In practice, there are some additional things to worry about to make 1 (for the intercept), and $x$ and $z$ in the null space of the penalty.
Then estimate the $β_{0}, β_{1}$ for $x$ , and $β_{2}$ for $z$ (unpenalized) and $β_{3}, . . ., β_{k}$ (penalized) which reduces computation costs.

To define a bivariate smoother, simply specify $s (v a r 1, v a r 2)$ in the equation formula.

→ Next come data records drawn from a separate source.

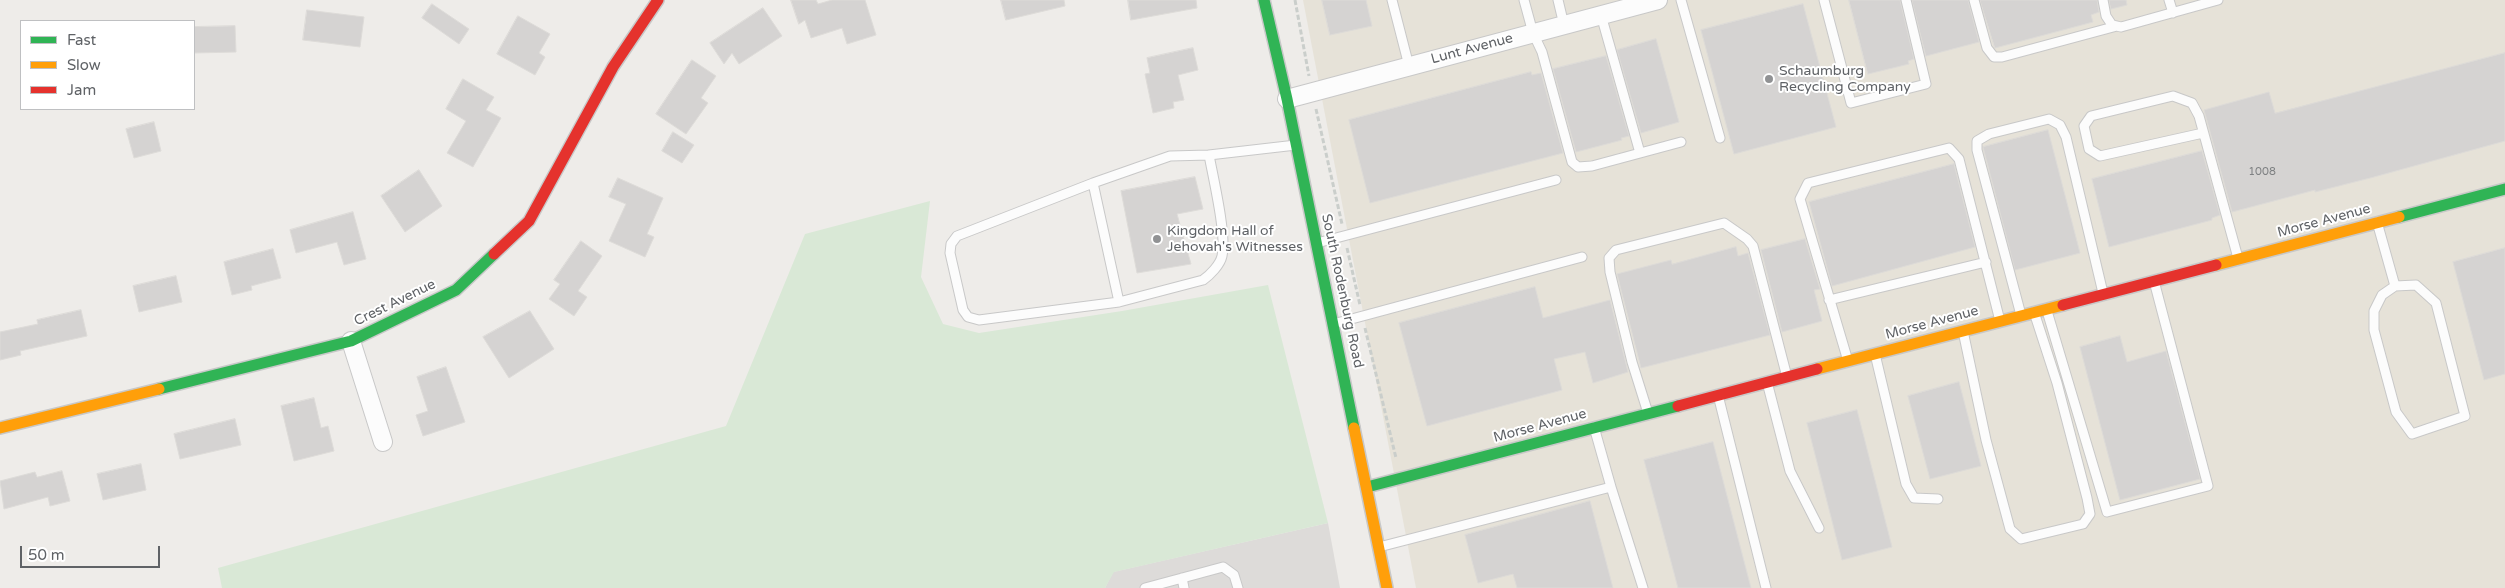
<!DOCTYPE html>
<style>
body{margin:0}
#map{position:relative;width:2505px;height:588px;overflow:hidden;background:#eeece9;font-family:"Varela Round",sans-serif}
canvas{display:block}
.legend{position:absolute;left:20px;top:20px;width:175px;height:90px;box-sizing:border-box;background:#fff;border:1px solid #bfc0c2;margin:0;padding:6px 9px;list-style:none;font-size:15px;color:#5f6266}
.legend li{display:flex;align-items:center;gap:10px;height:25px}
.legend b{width:25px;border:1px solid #bfc0c2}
.scale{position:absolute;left:20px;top:546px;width:140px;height:22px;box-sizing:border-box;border:2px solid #5f6266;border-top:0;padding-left:6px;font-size:15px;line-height:18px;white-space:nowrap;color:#5f6266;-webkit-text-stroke:4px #fff;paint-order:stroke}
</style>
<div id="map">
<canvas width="2505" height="588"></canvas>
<ul class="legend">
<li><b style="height:6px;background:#30b455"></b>Fast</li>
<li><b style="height:6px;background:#ff9f0a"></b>Slow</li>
<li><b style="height:6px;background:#e5322d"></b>Jam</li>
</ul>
<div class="scale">50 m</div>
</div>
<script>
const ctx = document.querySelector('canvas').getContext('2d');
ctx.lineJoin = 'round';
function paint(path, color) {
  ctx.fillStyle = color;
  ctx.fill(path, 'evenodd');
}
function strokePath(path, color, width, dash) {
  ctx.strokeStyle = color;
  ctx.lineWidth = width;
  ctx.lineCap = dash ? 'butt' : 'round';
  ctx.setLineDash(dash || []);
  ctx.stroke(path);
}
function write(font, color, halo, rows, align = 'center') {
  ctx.font = font + ' "Varela Round",sans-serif';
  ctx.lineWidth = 4;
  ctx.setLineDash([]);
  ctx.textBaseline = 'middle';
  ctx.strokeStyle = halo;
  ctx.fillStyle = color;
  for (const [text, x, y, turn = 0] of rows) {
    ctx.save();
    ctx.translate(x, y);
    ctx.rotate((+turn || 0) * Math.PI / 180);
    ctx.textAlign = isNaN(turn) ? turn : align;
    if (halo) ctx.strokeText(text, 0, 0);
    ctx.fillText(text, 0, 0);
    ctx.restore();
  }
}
paint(new Path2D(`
 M1303,0H2505V588H1416Z`), '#e6e2d8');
paint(new Path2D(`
 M1328,523L1340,588H1105L1113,572Z`), '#dddbd9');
paint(new Path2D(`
 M930,201L921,277L943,324L979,333L1122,311L1268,285L1328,523L1114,572L1105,588H222L218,568L726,426L805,234Z`), '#d9e8d6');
const building = new Path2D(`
 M791,0H816L818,4L832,0H865L876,35L847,44L842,28L811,38L805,20L799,24Z
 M1001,0H1064L1065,6L1006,20Z
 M1128,0H1196L1197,8L1131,20Z
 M1322,0H1366L1372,26L1330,35Z
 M1849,0H1900L1914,59L1908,61L1909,64L1868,74Z
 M1912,0H1968L1979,42L1926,56Z
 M1980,0H2097L2099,12L2091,15L2093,22L1995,48Z
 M2109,0H2126L2127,5L2111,9Z
 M432,4L469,29L459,44L422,18Z
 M1803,4L1836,127L1734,154L1701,30Z
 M763,8L782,36L739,64L732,53L724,64L710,43Z
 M307,10L364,17L360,47L303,40Z
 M518,16L550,34L539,53L545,57L535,75L497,54Z
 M235,26L236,52L194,53V27Z
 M1656,39L1679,122L1641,133L1617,50Z
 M1193,48L1198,70L1178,75L1184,100L1173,102L1174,108L1153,113L1145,74L1150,73L1147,58Z
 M2505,53V141L2374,177L2315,192V190L2232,212L2204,110L2269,92L2275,113Z
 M1606,56L1629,136L1621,138L1622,140L1576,152L1553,69Z
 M692,60L716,76L701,98L708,103L686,134L656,114Z
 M1531,72L1532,75L1541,73L1563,153L1370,203L1349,120Z
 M463,79L494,97L486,110L501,118L473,167L447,153L466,121L446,109Z
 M154,122L161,151L134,158L126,129Z
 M2048,130L2080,253L2015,270L1983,147Z
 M673,132L694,145L682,163L662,151Z
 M2202,151L2220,215L2212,218V220L2109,247L2092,179Z
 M1954,164L1975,247L1832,286L1809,202Z
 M419,170L442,206L405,232L381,196Z
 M1195,177L1203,209L1177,214L1191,264L1137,273L1121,191Z
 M618,178L663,198L647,234L654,237L645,257L609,241L626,204L609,197Z
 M353,212L366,259L344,265L337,242L296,253L290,230Z
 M1805,239L1820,289L1814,290L1822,321L1782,332L1761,250Z
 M581,241L602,256L578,291L587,297L574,316L549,299L560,284L554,280Z
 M1736,247L1738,256L1748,253L1770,335L1641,368L1617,274L1671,260L1672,264Z
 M2505,248V374L2484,380L2453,262Z
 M273,249L281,278L251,286L252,290L232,295L224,262Z
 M176,276L182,302L139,312L133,286Z
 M1535,287L1543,318L1610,300L1628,372L1593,383L1585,352L1554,359L1562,390L1427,426L1399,323Z
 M81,310L87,336L20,351L21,355L0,360V332L38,324L37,320Z
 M530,311L554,349L509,378L483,337Z
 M2120,336L2127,362L2166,351L2200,479L2120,500L2080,347Z
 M446,367L465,422L423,436L416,415L428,411L417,377Z
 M1959,382L1981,466L1930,479L1908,396Z
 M314,398L321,428L328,426L334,451L294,461L281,406Z
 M1857,410L1892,547L1842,560L1807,423Z
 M235,419L241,445L180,459L174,434Z
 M1713,442L1751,588H1678L1644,460Z
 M141,464L146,490L103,500L97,474Z
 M62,471L70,501L50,506L48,497L4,509L0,481L35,472L37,477Z
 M1590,501L1613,588H1517L1513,574L1478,583L1465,535Z`);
paint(building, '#d5d3d2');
strokePath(building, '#dddbd8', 1);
const lane = new Path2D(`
 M1392,0L1409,66
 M1524,0L1533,33L1542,52L1572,162L1578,167L1592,166L1681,142
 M1558,0L1564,25
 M1681,0L1720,138
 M1824,0L1851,103L1926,84L1906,0
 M1974,0L1987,48L1994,57H2002L2117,26
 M2103,0L2106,16L2112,25L2121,27L2218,0
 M2169,0L2173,13
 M1601,15L1640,153
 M2203,133L2100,156L2089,149L2084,126L2091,116L2173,96L2192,103L2199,116L2238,258
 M1093,183L1119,302L979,320L968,317L963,310L950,253L951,244L957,236L1093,183L1170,156L1209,155L1296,145
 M2377,222L2395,286L2382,295L2374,311V330L2396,412L2412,434L2465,416L2436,303L2416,285L2395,286
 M1317,243L1556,180
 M1829,300L1986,262
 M1119,302L1203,280C1210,275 1220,265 1222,256C1227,236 1213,177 1209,155
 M2047,311L2107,512L2208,486L2154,281
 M2021,315L1977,150V141L1989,134L2049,119L2060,125L2066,137L2103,293
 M1333,324L1582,257
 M1963,331L1986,440L2010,529L2021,539L2083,524L2090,514L2087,498L2057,383L2034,312
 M1875,354L1906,484L1914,498L1938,499
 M1848,361L1800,199L1808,183L1949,148L1959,159L2000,321
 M1767,382L1790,471L1819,528
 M1718,395L1766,588
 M1648,413L1632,362L1610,272L1609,258L1616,250L1724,223L1747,239L1753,246L1787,377
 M1611,487L1643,588
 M1379,547L1611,487L1594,427
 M1182,578L1184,588
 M1145,588L1223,567L1234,575L1238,588`);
const street = new Path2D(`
 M1287,99L1658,0
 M351,341L383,442`);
const fast = new Path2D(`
 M1264,0L1287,99L1354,428
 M2399,217L2505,189
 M159,389L351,341L456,290L494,254
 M1367,487L1678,406`);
const slow = new Path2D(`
 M2216,265L2399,217
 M1817,369L2063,305
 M0,428L159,389
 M1354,428L1387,588`);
const jam = new Path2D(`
 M494,254L529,221L613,67L658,0
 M2063,305L2216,265
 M1678,406L1817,369`);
strokePath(lane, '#c8c8c8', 11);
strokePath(street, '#c8c8c8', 20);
strokePath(fast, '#c8c8c8', 14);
strokePath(slow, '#c8c8c8', 14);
strokePath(jam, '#c8c8c8', 14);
strokePath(new Path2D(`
 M1295,0L1309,76
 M1316,109L1342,224
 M1347,248L1360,305
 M1365,328L1396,458`), '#cacecb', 3, [5, 2.5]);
strokePath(lane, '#fcfcfc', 9);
strokePath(street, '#fcfcfc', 18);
strokePath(fast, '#30b455', 11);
strokePath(slow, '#ff9f0a', 11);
strokePath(jam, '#e5322d', 11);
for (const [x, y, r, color] of [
 [1769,79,5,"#919294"],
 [1157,239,5,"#919294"]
]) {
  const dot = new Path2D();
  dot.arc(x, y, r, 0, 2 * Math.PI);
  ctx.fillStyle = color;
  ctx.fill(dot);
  strokePath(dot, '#fff', 2);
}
write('11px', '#7e8082', null, [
 ["1008",2262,172]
]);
write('14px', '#5f6266', '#fff', [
 ["Lunt Avenue",1472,49,-15],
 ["Morse Avenue",2324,221,-15],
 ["South Rodenburg Road",1342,291,78],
 ["Crest Avenue",395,303,-26],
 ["Morse Avenue",1932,323,-15],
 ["Morse Avenue",1540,426,-15]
]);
write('14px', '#5f6266', '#fff', [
 ["Schaumburg",1779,71],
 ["Recycling Company",1779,87],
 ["Kingdom Hall of",1167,231],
 ["Jehovah's Witnesses",1167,247]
], 'left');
</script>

fit_thin <- gam(log(alldeaths) ~ s(date2,k=100) +
                  s(Temp, DpTemp, k=20), data = health)
summary(fit_thin)


Family: gaussian 
Link function: identity 

Formula:
log(alldeaths) ~ s(date2, k = 100) + s(Temp, DpTemp, k = 20)

Parametric coefficients:
            Estimate Std. Error t value Pr(>|t|)    
(Intercept) 4.962063   0.002049    2422   <2e-16 ***
---
Signif. codes:  0 '***' 0.001 '**' 0.01 '*' 0.05 '.' 0.1 ' ' 1

Approximate significance of smooth terms:
                 edf Ref.df     F p-value    
s(date2)       67.37  80.08 9.597  <2e-16 ***
s(Temp,DpTemp) 12.66  15.76 4.327  <2e-16 ***
---
Signif. codes:  0 '***' 0.001 '**' 0.01 '*' 0.05 '.' 0.1 ' ' 1

R-sq.(adj) =  0.464   Deviance explained = 48.8%
GCV = 0.008021  Scale est. = 0.0076651  n = 1826

Interpretation:

Family and Link Function: The model assumes a Gaussian distribution for the response variable with an identity link function, meaning predictions are on the same scale as the response variable $\log (alldeaths)$ .
Model Formula: The model includes:
- A smooth function of date2 with $k = 100$ (basis dimension for flexibility).
- A bivariate smooth function of Temp and DpTemp with $k = 20$ .
Parametric Coefficients:
- The intercept is 4.962, representing the baseline log of deaths when all covariates are at their mean.
- The intercept’s $t$ -value is extremely high (2422), and the associated $p$ -value is $< 2 e - 16$ , indicating it is highly significant.
Smooth Terms:
- s(date2):
  - Effective degrees of freedom (edf): 67.37 suggesting a highly flexible fit for the time trend.
  - $F$ -value: 9.597 with a $p$ -value $< 2 e - 16$ , indicating that the temporal trend is highly significant.
- s(Temp, DpTemp):
  - edf: 12.66 indicating a moderately flexible surface for the relationship between temperature and dew point temperature.
  - $F$ -value: 4.327 with a $p$ -value <2e-16, suggesting the smooth term for Temp and DpTemp is also highly significant.
Model Performance:
- Adjusted $R^{2}$ : 0.464, meaning 46.4% of the variability in the response (log of deaths) is explained by the model.
- Deviance Explained: 48.8%, similar to $R^{2}$ , indicating a good fit but room for improvement.
- Generalized Cross-Validation (GCV) score: 0.008021 smaller is better! Mostly used for model comparison.
- Scale Estimate $σ^{2}$ : 0.0076651, indicating the residual variance.
Key Takeaways:
- Both smooth terms (date2 and the bivariate smoother of Temp and DpTemp) are highly significant and contribute meaningfully to explaining variability in the log of deaths.
- The model captures temporal trends and the effect of temperature and dew point interactions effectively, but the explained variance suggests other factors might also influence the response variable.